CLERMONT, FL. Inspectors who visited Sushi Storm at 13900 County Road 455 on June 26 found that food being served to customers could not be traced to any approved or known source, a violation that sits at the top of the food safety risk ladder because it means none of that food was ever subject to federal safety inspection.
Six high-severity violations were documented that day. The restaurant was not closed.
What Inspectors Found
The food sourcing violation is the one that makes every other problem harder to contain. When food arrives from an unknown or unapproved supplier, there is no chain of custody, no federal inspection record, and no way to trace it if customers get sick.
Inspectors also cited the restaurant for inadequate shell stock identification and records.
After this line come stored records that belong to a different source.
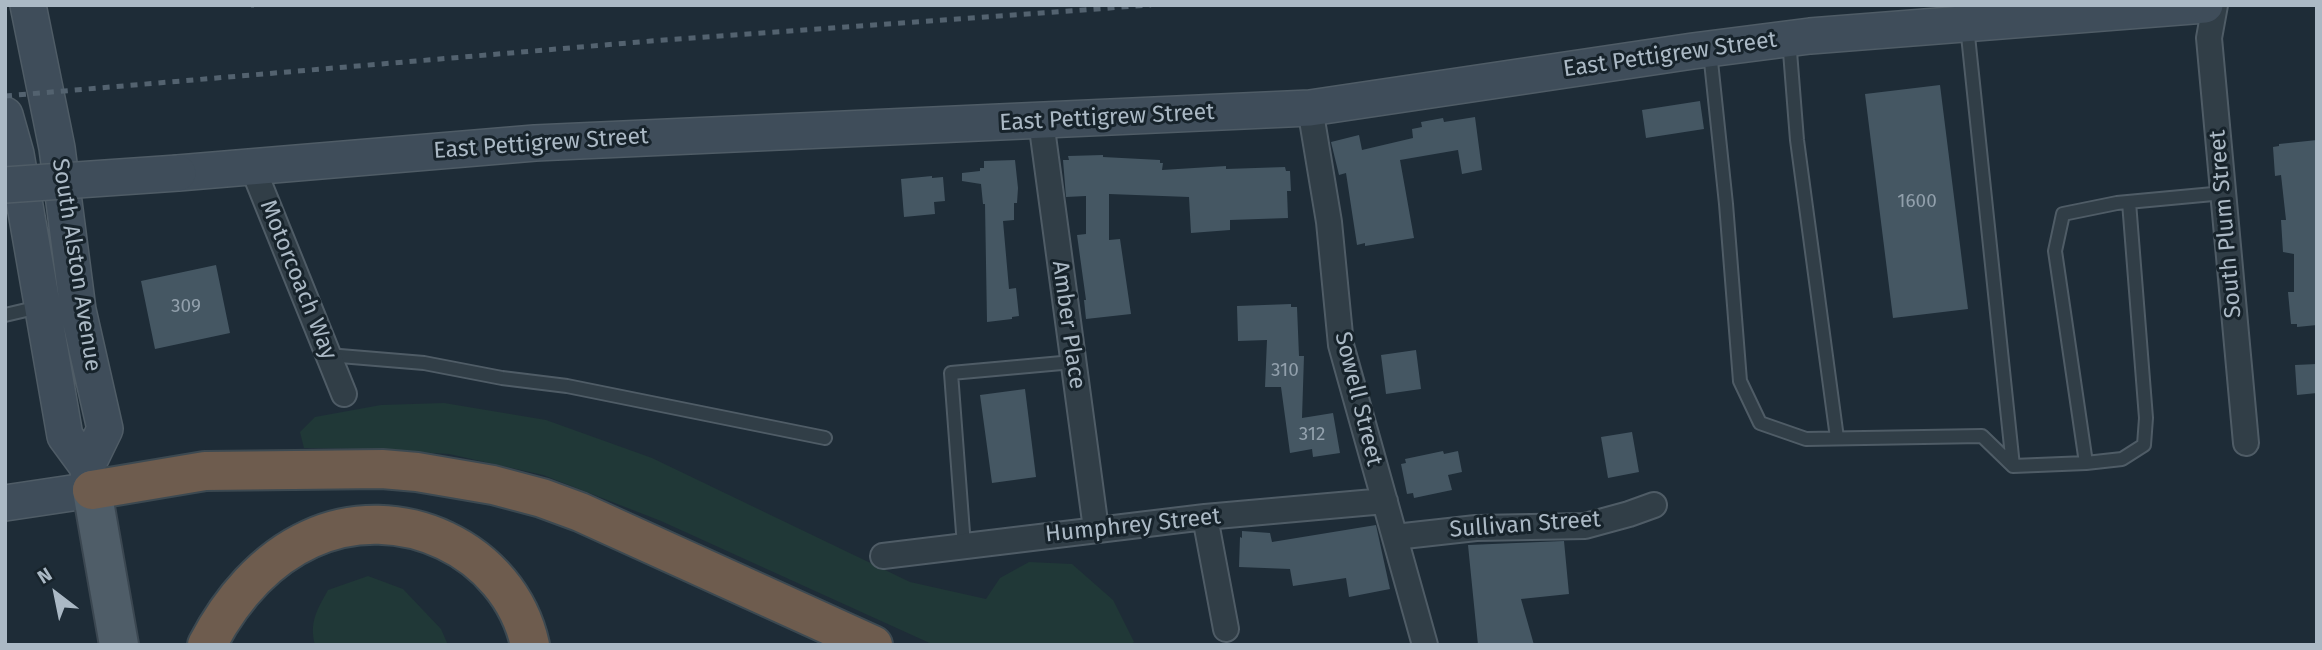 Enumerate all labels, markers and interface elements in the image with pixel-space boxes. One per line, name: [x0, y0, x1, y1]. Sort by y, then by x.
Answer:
street label: East Pettigrew Street: [1561, 26, 1779, 84]
street label: East Pettigrew Street: [999, 99, 1215, 137]
street label: East Pettigrew Street: [433, 123, 649, 165]
street label: South Plum Street: [2204, 129, 2248, 319]
street label: South Alston Avenue: [46, 157, 106, 373]
house number: 1600: [1897, 191, 1937, 213]
street label: Motorcoach Way: [253, 196, 343, 364]
street label: Amber Place: [1045, 259, 1091, 391]
house number: 309: [171, 296, 201, 318]
street label: Sowell Street: [1328, 329, 1388, 469]
house number: 310: [1271, 360, 1299, 382]
house number: 312: [1299, 424, 1325, 446]
street label: Humphrey Street: [1044, 503, 1222, 549]
street label: Sullivan Street: [1449, 506, 1601, 544]
north arrow: [21, 559, 91, 629]
text: N: [33, 563, 56, 589]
Sushi Storm serves a menu built on raw and lightly cooked seafood. Shellfish, specifically oysters, clams, and mussels, are required by state law to arrive with tags identifying the harvest location and date, precisely because they are consumed raw and are a known vector for Vibrio, norovirus, and hepatitis A. Without those records, there is no way to know where the shellfish came from.
Food was found not cooked to the required minimum internal temperature. At a restaurant where some items are deliberately served raw, the items that are supposed to be cooked reaching customers undercooked is a separate and compounding risk.
Toxic chemicals were found improperly stored or labeled near food. That violation sits alongside raw fish and unsanitized cutting surfaces in the same high-severity tier for a reason: the consequences of a mislabeled chemical near food prep can be immediate and acute.
Inspectors also found that food contact surfaces, the cutting boards, prep surfaces, and equipment that touch every item served, were not properly cleaned or sanitized. Multi-use utensils had the same problem, documented as an intermediate violation. Improperly cleaned surfaces develop bacterial biofilms within 24 hours, and those biofilms are resistant to casual wiping.
There was no consumer advisory posted for raw or undercooked foods. Florida law requires sushi restaurants to display a written notice warning customers, particularly pregnant women, elderly diners, young children, and anyone with a compromised immune system, that consuming raw fish carries elevated risk. It was not there.
The four intermediate violations rounded out a picture of systemic neglect. Sewage or wastewater was not being disposed of properly, a finding that introduces the risk of fecal contamination spreading through the facility. Ventilation and lighting were inadequate. Toilet facilities were inadequate or improperly maintained, a detail that matters because employee handwashing rates drop when restroom infrastructure is broken.
What These Violations Mean
The combination of unknown food sourcing and missing shellfish traceability records is particularly serious at a sushi restaurant. Raw fish is already a higher-risk food category. When the origin of that fish cannot be verified, there is no way to confirm it was handled at safe temperatures during transport, processed at an inspected facility, or free of contamination before it arrived. If a customer gets sick, investigators have nowhere to start.
The undercooking violation adds another layer. At a restaurant where raw preparation is central to the menu, the items that are supposed to reach safe internal temperatures, cooked proteins, rice held at temperature, are the last line of defense against pathogens like Salmonella. Finding that line breached on the same inspection that found unknown food sourcing is not a coincidence of paperwork. It is evidence of a kitchen operating without consistent food safety controls.
Improperly stored or labeled toxic chemicals near food represent a different category of risk entirely. This is not a slow-moving bacterial threat. A mislabeled container of sanitizer or cleaning solution near a prep area can contaminate food immediately and cause acute poisoning with no warning to the customer who eats it.
The missing consumer advisory is a legal requirement that exists specifically to protect the most vulnerable diners. A pregnant woman eating raw fish at Sushi Storm on June 26 had no written warning that she was taking on elevated risk. She was not given the choice.
The Longer Record
Sushi Storm has been inspected 28 times. Those inspections have produced 256 total violations on record, and the restaurant has never been emergency-closed.
The inspection history reads less like a facility working toward compliance and more like a facility that has found a floor it can stay above. The March 2026 inspection, three months before this one, produced six high-severity and three intermediate violations. The December 2025 inspection: six high, three intermediate. May 2025: six high, three intermediate. December 2024: six high, four intermediate.
Going back further, the pattern holds. Five high-severity violations in April 2024. Four in December 2023. Seven in June 2023. Nine high-severity violations in a single inspection in December 2022.
The violations documented this June are not a new low for Sushi Storm. They are the continuation of a pattern that state records show has been running for at least four years, across at least eight consecutive inspections with multiple high-severity findings each time. The specific categories, food sourcing, shellfish records, surface sanitation, cooking temperatures, recur inspection after inspection.
Open for Business
State inspectors left Sushi Storm open on June 26, 2026, after documenting six high-severity violations including food from an unknown source, undercooking, improperly stored toxic chemicals, and no consumer warning about raw fish.
The restaurant's 28th inspection on record produced its 256th violation. It was not its worst day on record. It was a Tuesday.